ADR-1094: Helm chart rolling-update correctness — node strategy, PDB default, probe fix, grace period

  • Status: Accepted
  • Date: 2026-06-07
  • Deciders: Lusoris
  • Tags: helm, kubernetes, deploy, fork-local

Context

Four correctness gaps in deploy/helm/vmafx/ were discovered during a targeted rolling-update audit:

  1. templates/node.yaml — no spec.strategy. The vmafx-node worker Deployment had no explicit strategy block. Kubernetes defaults to RollingUpdate with maxUnavailable: 25% and maxSurge: 25%, which means up to 25% of node pods can be evicted before their replacements are ready. For GPU-attached workers executing in-flight scoring jobs, this silently drops work (SIGTERM before any replacement starts serving). The controller Deployment already had maxUnavailable: 0 — the same treatment was missing from the node.

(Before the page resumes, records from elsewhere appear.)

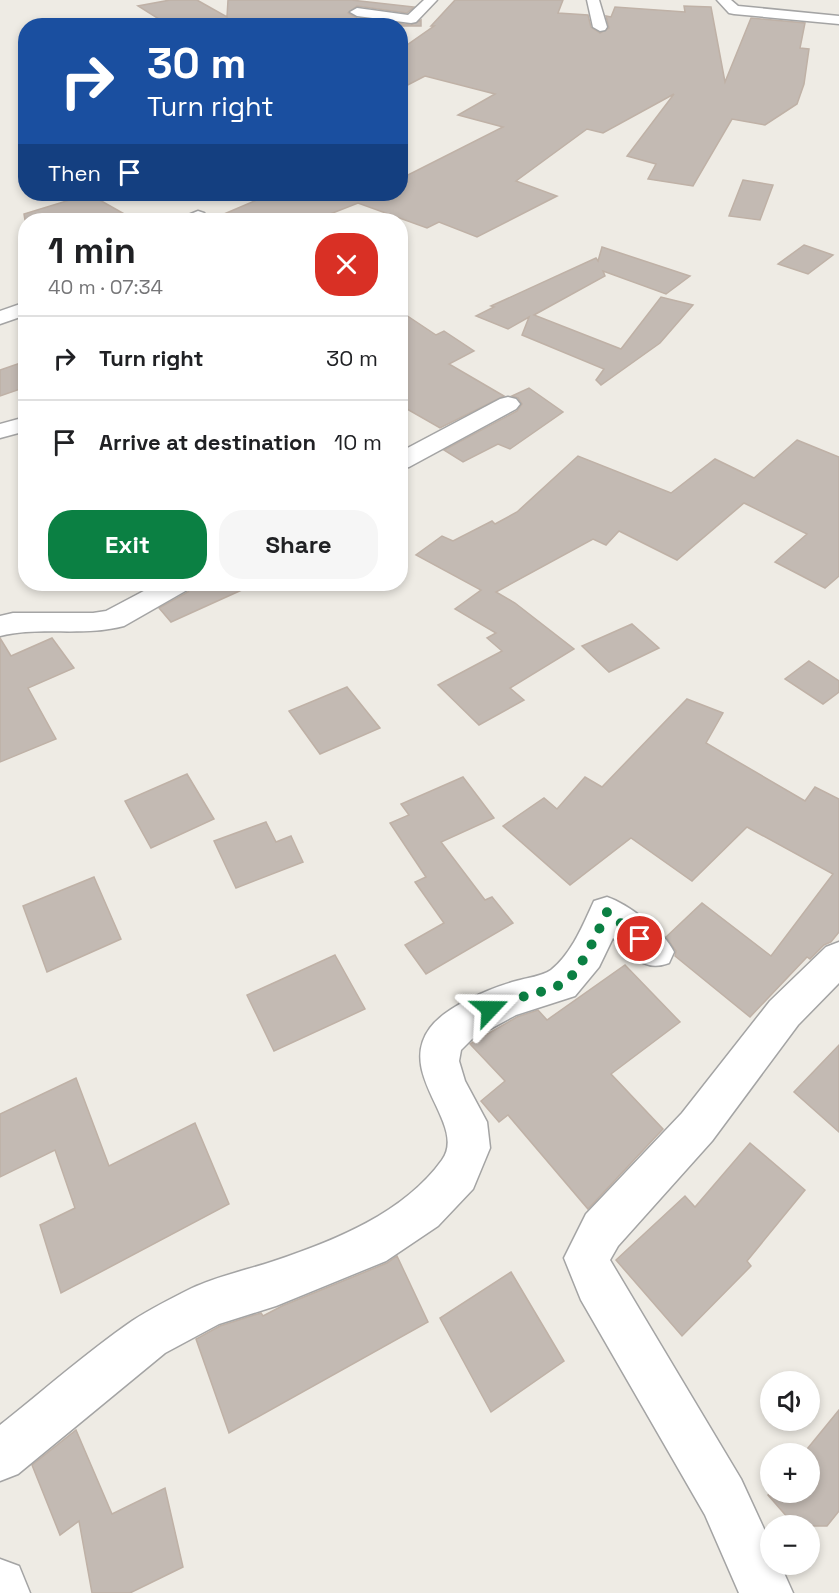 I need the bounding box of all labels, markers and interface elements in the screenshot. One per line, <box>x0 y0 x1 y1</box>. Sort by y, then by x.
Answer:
text: 30 m <box>147 37 246 90</box>
icon: right <box>48 42 126 120</box>
text: Turn right <box>147 89 274 124</box>
icon: arrive <box>113 156 146 189</box>
text: Then <box>48 159 101 187</box>
text: 1 min <box>48 228 136 274</box>
button: close <box>315 233 378 296</box>
text: 40 m · 07:34 <box>48 274 163 300</box>
icon: right <box>48 342 81 375</box>
text: Turn right <box>99 344 204 372</box>
text: 30 m <box>326 344 378 372</box>
icon: arrive <box>48 426 81 459</box>
text: Arrive at destination <box>99 428 316 456</box>
text: 10 m <box>334 428 382 456</box>
button: Exit <box>48 510 207 579</box>
button: Share <box>219 510 378 579</box>
pin <box>614 913 665 964</box>
icon: arrive <box>623 922 656 955</box>
position arrow <box>458 977 522 1041</box>
map controls <box>760 1371 820 1575</box>
button: sound <box>760 1371 820 1431</box>
button: + <box>760 1443 820 1503</box>
button: − <box>760 1515 820 1575</box>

  2. templates/node.yaml — probes hit a phantom HTTP endpoint. Both livenessProbe and readinessProbe used httpGet on container port 9090 (named metrics). The vmafx-node binary (cmd/vmafx-node/main.go) exposes only a gRPC server (default :50052). There is no HTTP listener on 9090. Every probe returned ECONNREFUSED, leaving all node pods permanently unready and never eligible to receive traffic. Cluster operators enabling node.enabled=true saw Deployments stuck at 0/N ready replicas.

  3. templates/pdb.yamlminAvailable: 1 blocks single-replica drain. The previous PDB default was minAvailable: 1. With replicaCount: 1 (the chart default), enabling the PDB permanently prevents voluntary disruptions: Kubernetes cannot satisfy minAvailable: 1 while draining the node that hosts the only pod. Node drains, cluster upgrades, and AKS/GKE node pool rotations all stall indefinitely. The correct default for arbitrary replica counts is maxUnavailable: 1 (allow one voluntary disruption at a time); minAvailable should be opt-in for operators who need a hard lower-bound on serving capacity.

  4. terminationGracePeriodSeconds absent from Deployment + StatefulSet. Both workload templates relied on Kubernetes' 30-second default. A full-feature VMAF score pass on a 1080p segment can take 15–40 s; vmaf-tune encode + score passes on long segments regularly exceed 30 s. Mid-frame SIGKILL corrupts output JSON and forces a full re-run of the segment. 60 s is chosen as a conservative default that covers the vast majority of single-segment jobs; the value is configurable for operators running long CHUG extractions.

A secondary issue (StatefulSet updateStrategy.rollingUpdate implicit defaults) was also addressed by making maxUnavailable: 1 and partition: 0 explicit, removing silent reliance on Kubernetes internal defaults.

Decision

We will apply the following changes to deploy/helm/vmafx/:

  • templates/node.yaml: add spec.strategy sourced from node.strategy (default: maxUnavailable: 0, maxSurge: 1); replace httpGet probes on phantom port 9090 with tcpSocket probes on the gRPC port (default 50052, configurable via node.grpcPort); rename the vmafx-node-metrics Service to vmafx-node and wire it to the gRPC port instead of the phantom metrics port; add terminationGracePeriodSeconds from terminationGracePeriodSeconds (default 60 s).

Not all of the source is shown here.